EXTRACTED ENTRIES: Begin

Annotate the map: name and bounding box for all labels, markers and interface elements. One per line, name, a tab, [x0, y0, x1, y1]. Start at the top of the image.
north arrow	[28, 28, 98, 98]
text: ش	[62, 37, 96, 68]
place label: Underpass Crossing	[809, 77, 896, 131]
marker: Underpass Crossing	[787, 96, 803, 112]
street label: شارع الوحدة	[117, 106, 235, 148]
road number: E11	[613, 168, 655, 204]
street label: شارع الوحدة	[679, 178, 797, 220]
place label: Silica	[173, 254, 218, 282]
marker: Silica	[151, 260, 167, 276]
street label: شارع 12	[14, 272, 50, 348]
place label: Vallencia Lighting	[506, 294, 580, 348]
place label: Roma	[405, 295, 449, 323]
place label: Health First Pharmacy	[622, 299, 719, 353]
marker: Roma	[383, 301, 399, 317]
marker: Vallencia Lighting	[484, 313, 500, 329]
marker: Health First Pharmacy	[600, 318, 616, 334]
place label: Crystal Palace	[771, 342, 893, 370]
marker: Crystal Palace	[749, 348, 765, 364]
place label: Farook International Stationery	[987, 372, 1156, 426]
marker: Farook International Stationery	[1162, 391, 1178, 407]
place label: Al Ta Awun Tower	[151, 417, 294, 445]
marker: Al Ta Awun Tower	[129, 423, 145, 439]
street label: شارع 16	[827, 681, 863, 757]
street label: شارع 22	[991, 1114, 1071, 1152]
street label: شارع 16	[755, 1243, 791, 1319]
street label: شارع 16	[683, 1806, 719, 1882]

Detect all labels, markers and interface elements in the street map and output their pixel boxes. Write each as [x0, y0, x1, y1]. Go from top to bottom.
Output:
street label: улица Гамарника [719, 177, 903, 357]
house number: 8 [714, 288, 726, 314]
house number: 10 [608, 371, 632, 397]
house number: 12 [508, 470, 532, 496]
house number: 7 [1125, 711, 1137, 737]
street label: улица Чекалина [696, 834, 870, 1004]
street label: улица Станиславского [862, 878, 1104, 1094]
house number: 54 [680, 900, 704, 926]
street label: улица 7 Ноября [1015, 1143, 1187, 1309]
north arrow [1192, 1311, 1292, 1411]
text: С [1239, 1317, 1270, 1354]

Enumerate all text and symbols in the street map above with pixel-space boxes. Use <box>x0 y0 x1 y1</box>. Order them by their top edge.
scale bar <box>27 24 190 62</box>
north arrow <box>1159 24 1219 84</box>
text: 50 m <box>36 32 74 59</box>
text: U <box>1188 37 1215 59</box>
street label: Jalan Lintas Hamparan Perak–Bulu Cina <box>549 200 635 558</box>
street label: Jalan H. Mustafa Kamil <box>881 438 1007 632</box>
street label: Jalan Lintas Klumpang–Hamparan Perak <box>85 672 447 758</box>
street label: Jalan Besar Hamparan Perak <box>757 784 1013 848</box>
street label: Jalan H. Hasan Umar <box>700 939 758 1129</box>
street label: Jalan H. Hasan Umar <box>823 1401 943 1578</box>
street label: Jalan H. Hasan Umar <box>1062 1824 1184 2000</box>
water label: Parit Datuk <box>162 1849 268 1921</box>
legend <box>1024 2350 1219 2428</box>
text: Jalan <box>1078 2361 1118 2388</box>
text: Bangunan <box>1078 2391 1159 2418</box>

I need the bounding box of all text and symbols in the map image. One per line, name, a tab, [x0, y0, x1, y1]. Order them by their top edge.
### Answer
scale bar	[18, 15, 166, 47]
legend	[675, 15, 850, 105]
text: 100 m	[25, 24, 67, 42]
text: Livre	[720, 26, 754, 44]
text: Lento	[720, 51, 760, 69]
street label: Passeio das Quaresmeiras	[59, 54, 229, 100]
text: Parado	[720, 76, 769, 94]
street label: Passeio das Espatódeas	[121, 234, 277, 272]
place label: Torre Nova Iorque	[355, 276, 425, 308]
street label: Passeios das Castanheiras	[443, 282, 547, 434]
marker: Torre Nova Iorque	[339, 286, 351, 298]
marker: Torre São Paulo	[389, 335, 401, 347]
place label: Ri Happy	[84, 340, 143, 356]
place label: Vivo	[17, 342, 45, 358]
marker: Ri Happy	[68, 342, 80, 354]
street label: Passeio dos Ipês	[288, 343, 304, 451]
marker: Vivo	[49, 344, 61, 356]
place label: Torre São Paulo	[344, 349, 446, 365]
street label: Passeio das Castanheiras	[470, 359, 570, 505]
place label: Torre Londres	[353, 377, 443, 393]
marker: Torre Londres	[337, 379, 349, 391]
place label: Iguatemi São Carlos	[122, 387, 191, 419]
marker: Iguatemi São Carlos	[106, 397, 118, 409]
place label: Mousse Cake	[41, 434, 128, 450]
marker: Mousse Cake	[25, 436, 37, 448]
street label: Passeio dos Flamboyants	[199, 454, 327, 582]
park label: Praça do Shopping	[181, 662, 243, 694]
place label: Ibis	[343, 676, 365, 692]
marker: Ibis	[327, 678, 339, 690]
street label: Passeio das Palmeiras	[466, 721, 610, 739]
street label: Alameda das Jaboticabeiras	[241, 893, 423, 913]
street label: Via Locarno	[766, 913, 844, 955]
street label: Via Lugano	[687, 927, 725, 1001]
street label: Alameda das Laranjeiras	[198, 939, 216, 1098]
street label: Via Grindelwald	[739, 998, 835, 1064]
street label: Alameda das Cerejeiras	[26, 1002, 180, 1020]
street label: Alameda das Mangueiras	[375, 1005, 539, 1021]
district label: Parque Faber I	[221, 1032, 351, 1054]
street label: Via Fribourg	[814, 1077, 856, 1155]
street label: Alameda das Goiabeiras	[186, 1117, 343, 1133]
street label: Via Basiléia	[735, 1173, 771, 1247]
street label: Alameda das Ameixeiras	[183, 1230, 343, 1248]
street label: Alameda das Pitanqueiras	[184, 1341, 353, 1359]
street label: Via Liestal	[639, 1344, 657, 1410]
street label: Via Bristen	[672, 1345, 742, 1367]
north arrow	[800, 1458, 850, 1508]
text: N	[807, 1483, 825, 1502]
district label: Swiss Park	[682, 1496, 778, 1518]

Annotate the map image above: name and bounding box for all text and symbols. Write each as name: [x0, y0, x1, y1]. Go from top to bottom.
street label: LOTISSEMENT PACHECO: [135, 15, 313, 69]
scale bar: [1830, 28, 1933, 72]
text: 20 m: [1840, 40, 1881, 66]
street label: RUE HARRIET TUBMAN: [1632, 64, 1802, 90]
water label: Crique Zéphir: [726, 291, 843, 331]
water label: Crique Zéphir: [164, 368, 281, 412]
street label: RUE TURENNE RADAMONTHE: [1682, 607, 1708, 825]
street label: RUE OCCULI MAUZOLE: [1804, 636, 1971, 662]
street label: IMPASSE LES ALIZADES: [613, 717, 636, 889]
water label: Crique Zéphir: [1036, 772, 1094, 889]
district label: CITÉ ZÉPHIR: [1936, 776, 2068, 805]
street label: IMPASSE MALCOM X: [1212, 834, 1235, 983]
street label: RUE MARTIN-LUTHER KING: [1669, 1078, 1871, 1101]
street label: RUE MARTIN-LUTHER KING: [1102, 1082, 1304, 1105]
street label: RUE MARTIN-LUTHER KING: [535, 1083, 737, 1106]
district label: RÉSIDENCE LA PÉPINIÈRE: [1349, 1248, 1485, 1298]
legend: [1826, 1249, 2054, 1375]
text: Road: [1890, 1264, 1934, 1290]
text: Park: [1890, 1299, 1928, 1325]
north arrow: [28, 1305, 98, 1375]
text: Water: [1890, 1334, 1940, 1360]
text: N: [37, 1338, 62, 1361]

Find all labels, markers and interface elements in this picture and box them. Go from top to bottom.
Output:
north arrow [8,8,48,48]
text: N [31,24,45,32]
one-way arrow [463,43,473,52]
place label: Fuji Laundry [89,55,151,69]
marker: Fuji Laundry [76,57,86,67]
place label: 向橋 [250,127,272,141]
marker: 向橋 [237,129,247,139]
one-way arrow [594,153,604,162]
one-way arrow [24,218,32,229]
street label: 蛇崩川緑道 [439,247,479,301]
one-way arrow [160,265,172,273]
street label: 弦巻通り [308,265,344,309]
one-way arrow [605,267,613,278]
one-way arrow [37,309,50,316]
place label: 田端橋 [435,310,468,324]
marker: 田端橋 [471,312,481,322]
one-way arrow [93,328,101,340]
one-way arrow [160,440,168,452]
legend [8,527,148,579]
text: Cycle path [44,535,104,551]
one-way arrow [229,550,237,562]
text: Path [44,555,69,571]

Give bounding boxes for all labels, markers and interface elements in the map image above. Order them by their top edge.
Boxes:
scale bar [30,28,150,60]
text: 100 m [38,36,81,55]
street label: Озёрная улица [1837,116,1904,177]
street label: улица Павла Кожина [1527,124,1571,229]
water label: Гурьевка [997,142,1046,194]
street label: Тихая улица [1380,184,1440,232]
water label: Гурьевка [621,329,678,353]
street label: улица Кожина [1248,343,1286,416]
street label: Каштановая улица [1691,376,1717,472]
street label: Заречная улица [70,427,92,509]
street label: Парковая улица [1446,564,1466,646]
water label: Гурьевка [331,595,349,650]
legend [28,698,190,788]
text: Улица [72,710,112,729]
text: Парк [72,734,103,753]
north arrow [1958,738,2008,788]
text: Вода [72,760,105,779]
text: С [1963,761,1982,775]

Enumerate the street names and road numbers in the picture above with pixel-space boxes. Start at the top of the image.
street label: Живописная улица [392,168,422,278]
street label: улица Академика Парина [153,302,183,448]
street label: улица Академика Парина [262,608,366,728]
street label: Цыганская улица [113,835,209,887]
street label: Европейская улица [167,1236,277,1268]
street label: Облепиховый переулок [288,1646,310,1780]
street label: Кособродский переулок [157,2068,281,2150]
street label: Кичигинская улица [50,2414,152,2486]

EXTRACTED ENTRIES: End

Gather each line in these records that contains the string "from".

Detect all labels, markers and interface elements in the street map and output their pixel boxes. Write each as [x0, y0, x1, y1]. Go from top to bottom.
Annotate the map image above: name and bounding box for all text and symbols. Write each as name: [x0, y0, x1, y1]. Go from top to bottom.
Find all labels, markers and interface elements in this picture and box them. Go from top to bottom.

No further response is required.